## [Assigned task]
Go through the data below and gather each line containing "buttons".
*** Opening of Given information ***
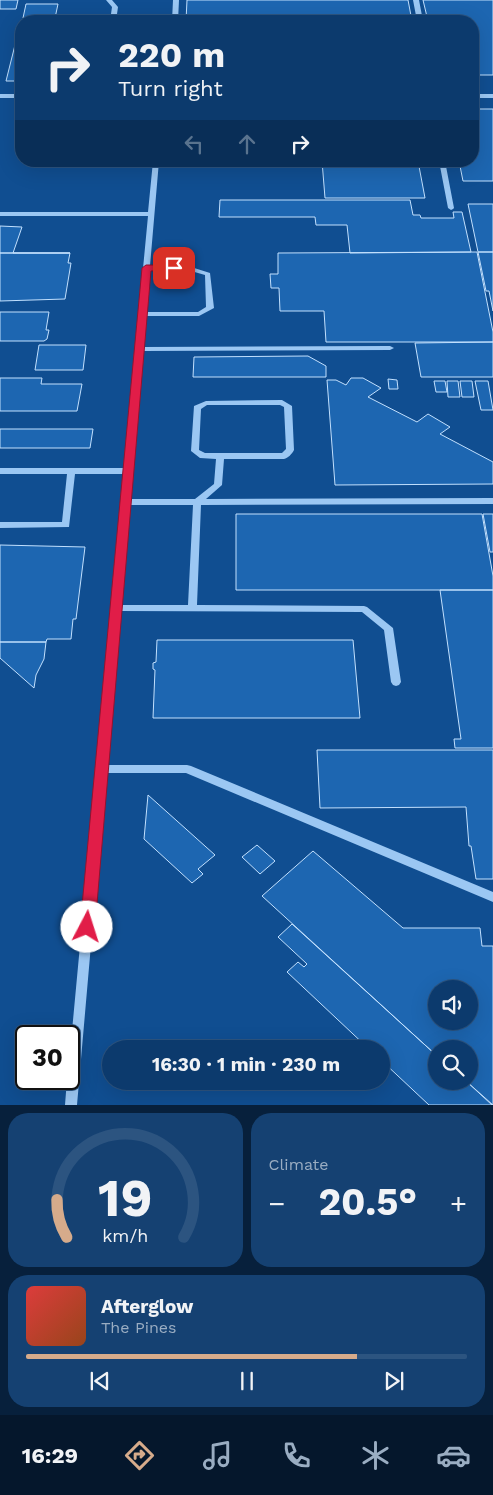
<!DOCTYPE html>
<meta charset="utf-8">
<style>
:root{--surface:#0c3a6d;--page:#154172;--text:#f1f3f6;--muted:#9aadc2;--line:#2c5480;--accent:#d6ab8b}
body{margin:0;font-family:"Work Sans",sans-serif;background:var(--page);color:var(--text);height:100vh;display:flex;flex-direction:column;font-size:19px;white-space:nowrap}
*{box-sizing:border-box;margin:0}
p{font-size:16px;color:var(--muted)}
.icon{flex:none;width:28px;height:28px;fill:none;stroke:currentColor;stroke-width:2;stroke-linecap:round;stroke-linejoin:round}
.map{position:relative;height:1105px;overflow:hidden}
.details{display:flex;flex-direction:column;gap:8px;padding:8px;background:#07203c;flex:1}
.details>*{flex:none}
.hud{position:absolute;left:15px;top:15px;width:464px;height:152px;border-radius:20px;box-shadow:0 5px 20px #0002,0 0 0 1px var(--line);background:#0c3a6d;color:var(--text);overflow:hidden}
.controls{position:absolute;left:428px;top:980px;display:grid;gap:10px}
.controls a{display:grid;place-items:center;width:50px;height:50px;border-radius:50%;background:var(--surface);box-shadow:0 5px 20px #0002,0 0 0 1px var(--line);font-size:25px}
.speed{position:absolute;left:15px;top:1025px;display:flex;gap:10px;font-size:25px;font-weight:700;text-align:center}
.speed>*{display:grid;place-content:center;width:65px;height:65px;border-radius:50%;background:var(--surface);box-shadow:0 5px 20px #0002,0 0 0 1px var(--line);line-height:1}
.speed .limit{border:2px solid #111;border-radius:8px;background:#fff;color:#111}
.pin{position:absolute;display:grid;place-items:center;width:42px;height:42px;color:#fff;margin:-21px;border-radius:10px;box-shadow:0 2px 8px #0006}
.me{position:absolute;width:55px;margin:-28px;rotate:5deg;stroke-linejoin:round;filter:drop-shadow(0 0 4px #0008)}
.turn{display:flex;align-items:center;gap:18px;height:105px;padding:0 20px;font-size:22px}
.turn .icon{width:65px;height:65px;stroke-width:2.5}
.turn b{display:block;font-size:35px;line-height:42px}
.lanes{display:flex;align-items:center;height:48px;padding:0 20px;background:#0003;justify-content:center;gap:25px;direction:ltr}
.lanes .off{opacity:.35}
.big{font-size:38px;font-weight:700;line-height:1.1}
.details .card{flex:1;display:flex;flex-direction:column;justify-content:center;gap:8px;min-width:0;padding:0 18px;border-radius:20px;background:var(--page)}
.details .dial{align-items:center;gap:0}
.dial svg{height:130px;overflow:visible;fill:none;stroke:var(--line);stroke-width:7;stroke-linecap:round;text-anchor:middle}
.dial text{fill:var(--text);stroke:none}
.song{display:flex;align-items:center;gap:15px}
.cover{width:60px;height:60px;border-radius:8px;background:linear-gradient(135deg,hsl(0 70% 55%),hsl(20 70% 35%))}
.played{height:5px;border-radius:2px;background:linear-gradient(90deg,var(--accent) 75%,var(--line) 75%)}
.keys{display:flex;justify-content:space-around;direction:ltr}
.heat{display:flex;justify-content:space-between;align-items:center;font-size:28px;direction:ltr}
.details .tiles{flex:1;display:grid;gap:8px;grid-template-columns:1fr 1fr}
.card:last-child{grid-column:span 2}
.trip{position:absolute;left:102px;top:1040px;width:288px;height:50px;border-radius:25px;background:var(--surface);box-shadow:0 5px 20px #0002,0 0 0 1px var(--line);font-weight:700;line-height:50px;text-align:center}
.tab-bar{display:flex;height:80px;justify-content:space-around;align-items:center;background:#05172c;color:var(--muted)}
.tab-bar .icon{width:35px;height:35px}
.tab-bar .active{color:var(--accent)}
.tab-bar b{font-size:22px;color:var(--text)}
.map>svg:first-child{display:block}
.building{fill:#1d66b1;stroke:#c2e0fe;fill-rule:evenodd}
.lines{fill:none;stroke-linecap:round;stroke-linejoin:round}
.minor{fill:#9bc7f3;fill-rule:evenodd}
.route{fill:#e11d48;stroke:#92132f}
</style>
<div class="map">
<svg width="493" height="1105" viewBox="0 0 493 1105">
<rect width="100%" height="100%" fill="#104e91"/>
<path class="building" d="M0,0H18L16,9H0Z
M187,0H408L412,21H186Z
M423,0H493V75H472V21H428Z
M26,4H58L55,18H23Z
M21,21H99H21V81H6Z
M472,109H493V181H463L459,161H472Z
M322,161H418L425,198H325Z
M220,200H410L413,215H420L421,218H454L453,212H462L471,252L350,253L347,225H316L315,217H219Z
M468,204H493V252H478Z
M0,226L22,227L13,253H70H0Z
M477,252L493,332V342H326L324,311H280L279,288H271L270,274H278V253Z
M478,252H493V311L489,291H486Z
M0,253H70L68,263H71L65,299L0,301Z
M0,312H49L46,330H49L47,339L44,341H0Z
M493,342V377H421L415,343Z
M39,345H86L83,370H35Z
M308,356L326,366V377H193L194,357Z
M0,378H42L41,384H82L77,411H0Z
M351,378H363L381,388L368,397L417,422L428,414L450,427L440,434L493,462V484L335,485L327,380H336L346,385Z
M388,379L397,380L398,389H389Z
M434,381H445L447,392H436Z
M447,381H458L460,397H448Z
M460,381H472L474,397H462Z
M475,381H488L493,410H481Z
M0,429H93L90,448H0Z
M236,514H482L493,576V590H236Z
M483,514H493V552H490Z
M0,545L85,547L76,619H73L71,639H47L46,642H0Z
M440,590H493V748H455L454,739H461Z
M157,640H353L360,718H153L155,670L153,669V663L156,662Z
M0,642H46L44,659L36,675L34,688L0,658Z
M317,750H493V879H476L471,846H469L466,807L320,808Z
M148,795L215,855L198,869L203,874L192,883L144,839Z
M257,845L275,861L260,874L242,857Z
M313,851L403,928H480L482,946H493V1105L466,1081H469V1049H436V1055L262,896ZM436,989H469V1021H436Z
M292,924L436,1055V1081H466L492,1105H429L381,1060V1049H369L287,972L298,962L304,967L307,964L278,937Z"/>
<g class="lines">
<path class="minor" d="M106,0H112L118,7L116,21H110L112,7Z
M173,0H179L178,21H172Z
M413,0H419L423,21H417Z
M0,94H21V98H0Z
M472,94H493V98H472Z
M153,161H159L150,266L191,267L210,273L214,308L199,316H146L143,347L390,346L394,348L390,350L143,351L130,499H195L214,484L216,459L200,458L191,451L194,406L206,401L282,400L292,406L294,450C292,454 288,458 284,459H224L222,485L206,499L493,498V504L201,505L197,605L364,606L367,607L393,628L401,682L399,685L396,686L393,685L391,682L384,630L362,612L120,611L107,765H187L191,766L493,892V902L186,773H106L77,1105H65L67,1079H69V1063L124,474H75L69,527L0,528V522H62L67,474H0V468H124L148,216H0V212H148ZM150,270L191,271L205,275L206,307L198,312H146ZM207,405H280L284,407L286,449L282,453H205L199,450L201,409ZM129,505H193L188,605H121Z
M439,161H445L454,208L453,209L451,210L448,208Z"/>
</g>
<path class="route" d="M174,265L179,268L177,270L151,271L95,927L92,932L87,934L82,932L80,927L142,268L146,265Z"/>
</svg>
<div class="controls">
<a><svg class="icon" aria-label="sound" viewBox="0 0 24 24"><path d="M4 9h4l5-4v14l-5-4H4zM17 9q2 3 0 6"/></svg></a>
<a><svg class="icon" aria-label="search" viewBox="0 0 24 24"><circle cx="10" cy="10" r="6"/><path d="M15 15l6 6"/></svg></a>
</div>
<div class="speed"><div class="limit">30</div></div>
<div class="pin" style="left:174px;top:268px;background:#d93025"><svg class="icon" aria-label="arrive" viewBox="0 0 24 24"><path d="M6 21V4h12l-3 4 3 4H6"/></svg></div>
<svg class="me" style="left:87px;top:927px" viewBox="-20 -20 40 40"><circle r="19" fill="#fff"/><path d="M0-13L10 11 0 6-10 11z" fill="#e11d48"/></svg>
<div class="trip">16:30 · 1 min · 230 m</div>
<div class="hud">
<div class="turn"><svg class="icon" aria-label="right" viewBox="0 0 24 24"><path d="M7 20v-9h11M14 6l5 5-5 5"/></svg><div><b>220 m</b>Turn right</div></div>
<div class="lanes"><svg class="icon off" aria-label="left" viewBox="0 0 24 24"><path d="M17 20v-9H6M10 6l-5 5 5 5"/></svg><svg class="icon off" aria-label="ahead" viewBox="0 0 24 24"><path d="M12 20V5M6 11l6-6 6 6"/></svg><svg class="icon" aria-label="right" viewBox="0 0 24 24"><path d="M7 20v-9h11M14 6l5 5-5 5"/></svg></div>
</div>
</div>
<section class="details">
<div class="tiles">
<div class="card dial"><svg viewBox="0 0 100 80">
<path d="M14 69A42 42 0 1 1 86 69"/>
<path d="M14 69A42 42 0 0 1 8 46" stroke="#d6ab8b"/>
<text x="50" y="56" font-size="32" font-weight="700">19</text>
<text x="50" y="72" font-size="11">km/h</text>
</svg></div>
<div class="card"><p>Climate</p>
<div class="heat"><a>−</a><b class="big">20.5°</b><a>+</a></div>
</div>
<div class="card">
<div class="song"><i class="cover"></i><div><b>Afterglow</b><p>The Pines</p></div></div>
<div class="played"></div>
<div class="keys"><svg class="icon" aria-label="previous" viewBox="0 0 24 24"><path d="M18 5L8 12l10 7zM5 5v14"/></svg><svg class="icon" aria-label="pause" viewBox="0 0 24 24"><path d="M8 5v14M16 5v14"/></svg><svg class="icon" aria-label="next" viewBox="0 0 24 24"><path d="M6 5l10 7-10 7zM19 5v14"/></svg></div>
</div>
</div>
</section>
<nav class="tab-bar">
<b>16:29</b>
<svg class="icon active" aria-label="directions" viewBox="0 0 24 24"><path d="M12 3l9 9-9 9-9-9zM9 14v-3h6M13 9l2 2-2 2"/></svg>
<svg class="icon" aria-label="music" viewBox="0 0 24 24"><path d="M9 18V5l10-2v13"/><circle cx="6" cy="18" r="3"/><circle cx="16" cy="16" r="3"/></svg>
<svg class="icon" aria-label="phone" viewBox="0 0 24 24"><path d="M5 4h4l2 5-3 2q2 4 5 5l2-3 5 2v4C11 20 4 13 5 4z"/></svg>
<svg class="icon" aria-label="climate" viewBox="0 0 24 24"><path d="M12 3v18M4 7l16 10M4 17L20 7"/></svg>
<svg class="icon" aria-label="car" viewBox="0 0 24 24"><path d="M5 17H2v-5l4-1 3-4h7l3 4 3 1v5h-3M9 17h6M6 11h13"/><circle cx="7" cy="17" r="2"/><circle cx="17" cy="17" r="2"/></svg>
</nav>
*** Close of Given information ***
*** Opening of Given information ***
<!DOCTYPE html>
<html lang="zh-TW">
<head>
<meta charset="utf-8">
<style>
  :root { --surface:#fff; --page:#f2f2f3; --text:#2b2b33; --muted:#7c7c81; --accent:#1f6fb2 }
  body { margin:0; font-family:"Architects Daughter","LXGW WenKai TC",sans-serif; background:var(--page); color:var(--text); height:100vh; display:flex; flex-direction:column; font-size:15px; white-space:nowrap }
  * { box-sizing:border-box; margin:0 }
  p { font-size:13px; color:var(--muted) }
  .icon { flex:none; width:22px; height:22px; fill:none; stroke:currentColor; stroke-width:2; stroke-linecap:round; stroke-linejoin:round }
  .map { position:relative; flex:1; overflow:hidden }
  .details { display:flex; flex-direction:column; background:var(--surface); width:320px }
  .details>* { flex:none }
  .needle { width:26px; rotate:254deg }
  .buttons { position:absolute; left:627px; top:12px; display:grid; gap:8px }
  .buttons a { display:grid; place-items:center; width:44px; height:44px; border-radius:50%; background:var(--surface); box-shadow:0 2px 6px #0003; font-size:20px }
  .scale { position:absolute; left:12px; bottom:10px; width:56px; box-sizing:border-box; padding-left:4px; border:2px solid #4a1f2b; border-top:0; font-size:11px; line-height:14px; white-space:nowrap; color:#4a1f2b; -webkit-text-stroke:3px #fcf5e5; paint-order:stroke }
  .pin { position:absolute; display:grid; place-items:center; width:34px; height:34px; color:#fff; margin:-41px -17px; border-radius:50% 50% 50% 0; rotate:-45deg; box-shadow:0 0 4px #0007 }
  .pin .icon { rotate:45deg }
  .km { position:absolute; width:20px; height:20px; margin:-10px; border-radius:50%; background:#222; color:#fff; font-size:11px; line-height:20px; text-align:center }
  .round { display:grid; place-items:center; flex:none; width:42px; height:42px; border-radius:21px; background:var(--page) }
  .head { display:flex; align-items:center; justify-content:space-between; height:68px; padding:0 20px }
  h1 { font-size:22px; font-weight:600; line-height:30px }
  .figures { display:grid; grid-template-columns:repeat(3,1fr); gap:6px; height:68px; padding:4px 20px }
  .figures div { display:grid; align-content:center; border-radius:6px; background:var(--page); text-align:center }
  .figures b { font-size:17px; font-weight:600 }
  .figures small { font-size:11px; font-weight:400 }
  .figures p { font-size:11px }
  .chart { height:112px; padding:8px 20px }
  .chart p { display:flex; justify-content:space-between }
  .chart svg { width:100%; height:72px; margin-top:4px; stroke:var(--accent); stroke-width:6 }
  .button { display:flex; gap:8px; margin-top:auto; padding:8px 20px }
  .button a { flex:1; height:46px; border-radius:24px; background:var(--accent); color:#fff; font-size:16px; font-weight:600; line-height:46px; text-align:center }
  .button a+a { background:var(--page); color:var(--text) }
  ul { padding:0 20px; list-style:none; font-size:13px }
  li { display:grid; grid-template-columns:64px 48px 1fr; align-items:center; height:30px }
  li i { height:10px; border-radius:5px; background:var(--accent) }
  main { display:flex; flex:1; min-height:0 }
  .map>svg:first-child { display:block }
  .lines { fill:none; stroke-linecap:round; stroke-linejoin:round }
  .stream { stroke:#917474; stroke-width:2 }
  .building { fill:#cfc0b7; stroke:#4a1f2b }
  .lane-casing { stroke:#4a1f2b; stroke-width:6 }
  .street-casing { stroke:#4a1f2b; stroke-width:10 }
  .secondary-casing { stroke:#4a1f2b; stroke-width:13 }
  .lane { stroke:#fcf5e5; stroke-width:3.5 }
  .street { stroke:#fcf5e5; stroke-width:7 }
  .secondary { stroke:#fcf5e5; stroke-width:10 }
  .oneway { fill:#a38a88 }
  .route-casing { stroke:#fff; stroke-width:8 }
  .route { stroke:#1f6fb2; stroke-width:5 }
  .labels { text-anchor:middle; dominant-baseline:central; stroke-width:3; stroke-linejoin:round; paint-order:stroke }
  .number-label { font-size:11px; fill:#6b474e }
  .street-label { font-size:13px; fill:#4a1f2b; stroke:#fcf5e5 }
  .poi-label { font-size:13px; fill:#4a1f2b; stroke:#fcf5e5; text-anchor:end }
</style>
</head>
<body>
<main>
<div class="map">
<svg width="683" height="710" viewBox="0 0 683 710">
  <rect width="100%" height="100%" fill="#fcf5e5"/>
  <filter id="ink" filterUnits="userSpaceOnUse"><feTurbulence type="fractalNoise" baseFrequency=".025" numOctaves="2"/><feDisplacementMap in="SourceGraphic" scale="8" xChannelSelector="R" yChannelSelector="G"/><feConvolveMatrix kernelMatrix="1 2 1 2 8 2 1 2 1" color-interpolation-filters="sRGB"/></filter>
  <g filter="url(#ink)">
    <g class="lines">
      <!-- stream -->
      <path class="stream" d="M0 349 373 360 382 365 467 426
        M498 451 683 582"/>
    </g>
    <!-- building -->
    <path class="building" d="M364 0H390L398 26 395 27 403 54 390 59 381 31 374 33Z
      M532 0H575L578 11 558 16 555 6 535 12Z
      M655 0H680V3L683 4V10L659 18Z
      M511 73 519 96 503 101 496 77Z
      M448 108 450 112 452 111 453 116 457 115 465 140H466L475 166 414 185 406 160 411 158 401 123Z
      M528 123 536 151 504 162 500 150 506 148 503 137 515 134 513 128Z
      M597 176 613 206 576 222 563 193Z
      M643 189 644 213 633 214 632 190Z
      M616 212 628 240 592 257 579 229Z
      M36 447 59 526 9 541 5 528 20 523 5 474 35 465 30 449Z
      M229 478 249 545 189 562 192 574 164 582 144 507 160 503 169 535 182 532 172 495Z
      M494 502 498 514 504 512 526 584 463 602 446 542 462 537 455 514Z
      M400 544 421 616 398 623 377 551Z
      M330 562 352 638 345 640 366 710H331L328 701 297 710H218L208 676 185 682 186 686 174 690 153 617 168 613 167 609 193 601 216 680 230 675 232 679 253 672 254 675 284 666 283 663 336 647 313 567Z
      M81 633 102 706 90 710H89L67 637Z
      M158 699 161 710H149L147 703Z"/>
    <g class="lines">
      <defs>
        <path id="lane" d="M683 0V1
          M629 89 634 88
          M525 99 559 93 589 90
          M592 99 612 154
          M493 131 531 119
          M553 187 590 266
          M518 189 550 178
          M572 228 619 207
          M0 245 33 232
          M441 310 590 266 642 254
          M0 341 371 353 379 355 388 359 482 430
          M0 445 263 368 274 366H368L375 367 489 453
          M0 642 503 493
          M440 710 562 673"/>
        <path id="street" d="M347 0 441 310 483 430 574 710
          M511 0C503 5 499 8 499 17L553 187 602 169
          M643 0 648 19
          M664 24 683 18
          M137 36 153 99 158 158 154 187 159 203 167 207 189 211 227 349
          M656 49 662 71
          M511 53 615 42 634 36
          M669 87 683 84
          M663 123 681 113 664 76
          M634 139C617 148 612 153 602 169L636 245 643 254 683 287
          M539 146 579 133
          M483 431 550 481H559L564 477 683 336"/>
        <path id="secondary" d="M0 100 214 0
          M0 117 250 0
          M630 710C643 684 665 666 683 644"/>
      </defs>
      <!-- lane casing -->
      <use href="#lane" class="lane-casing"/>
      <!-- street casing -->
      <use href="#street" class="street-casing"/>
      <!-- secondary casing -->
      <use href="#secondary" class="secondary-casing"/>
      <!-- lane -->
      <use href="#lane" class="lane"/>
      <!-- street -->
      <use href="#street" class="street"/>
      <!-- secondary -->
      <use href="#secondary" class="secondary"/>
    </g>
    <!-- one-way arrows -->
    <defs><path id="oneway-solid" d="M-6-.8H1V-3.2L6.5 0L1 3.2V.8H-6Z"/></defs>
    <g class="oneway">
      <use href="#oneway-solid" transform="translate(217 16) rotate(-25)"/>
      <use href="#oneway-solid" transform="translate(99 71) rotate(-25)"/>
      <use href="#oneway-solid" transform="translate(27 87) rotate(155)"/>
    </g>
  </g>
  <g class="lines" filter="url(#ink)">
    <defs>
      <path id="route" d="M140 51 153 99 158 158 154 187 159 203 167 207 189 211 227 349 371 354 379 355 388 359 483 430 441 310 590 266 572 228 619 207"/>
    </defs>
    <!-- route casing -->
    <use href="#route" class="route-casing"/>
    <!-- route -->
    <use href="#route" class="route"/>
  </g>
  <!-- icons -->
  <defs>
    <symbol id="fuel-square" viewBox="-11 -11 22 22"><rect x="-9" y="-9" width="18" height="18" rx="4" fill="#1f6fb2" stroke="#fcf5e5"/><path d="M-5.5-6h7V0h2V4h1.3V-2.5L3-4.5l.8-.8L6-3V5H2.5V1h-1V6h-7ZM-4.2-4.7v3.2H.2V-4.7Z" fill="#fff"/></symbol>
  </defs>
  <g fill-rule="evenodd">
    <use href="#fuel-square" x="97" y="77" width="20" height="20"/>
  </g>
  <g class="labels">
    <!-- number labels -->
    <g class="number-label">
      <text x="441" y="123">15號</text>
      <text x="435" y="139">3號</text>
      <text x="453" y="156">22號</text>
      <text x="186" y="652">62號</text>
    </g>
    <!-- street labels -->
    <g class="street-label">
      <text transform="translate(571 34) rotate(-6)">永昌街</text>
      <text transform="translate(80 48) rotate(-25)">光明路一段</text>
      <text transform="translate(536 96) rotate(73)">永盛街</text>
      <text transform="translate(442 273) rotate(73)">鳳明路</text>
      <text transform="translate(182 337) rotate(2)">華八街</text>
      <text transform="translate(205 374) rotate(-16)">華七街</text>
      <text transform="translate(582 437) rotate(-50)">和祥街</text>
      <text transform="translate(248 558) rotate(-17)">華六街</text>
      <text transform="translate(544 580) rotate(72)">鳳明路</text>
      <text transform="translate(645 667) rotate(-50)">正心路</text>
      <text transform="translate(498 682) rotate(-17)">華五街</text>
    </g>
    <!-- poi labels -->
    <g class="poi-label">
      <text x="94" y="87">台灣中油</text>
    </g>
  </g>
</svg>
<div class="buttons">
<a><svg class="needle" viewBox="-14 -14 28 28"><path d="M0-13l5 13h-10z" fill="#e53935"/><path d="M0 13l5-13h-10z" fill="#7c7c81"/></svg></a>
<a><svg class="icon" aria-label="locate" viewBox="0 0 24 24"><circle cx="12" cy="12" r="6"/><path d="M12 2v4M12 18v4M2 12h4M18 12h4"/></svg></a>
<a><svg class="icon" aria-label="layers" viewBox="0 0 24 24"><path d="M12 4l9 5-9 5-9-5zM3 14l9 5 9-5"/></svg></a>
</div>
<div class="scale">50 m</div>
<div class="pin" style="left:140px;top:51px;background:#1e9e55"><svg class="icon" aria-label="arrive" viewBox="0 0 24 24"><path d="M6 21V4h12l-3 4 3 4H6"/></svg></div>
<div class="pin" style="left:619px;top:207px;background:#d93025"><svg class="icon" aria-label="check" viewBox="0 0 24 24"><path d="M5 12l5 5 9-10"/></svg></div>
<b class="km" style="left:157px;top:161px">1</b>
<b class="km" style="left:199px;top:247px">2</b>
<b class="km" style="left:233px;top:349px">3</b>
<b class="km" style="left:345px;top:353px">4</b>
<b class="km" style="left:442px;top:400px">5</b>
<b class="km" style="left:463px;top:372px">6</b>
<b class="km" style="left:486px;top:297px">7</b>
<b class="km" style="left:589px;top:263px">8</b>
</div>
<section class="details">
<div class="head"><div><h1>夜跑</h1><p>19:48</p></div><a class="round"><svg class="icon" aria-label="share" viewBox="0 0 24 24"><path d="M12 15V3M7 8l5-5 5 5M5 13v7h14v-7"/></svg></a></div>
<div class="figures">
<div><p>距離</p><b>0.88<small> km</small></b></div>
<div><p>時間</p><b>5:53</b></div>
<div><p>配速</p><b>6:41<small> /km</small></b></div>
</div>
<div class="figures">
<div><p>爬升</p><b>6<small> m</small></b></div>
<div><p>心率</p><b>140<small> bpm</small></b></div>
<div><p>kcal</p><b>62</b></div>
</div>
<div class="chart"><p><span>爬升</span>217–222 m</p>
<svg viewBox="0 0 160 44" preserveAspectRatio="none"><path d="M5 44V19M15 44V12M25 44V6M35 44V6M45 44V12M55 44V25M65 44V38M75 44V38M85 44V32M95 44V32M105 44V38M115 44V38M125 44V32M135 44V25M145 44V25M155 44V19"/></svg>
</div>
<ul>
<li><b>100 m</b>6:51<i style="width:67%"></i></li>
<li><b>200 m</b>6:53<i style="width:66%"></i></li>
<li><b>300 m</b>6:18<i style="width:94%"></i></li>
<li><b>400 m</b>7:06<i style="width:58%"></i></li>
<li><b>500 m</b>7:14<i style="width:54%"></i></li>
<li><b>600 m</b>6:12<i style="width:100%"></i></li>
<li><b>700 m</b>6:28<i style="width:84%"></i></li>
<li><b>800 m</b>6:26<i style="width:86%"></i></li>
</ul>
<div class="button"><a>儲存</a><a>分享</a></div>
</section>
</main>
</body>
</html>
*** Close of Given information ***
## [Result]
  .buttons { position:absolute; left:627px; top:12px; display:grid; gap:8px }
  .buttons a { display:grid; place-items:center; width:44px; height:44px; border-radius:50%; background:var(--surface); box-shadow:0 2px 6px #0003; font-size:20px }
<div class="buttons">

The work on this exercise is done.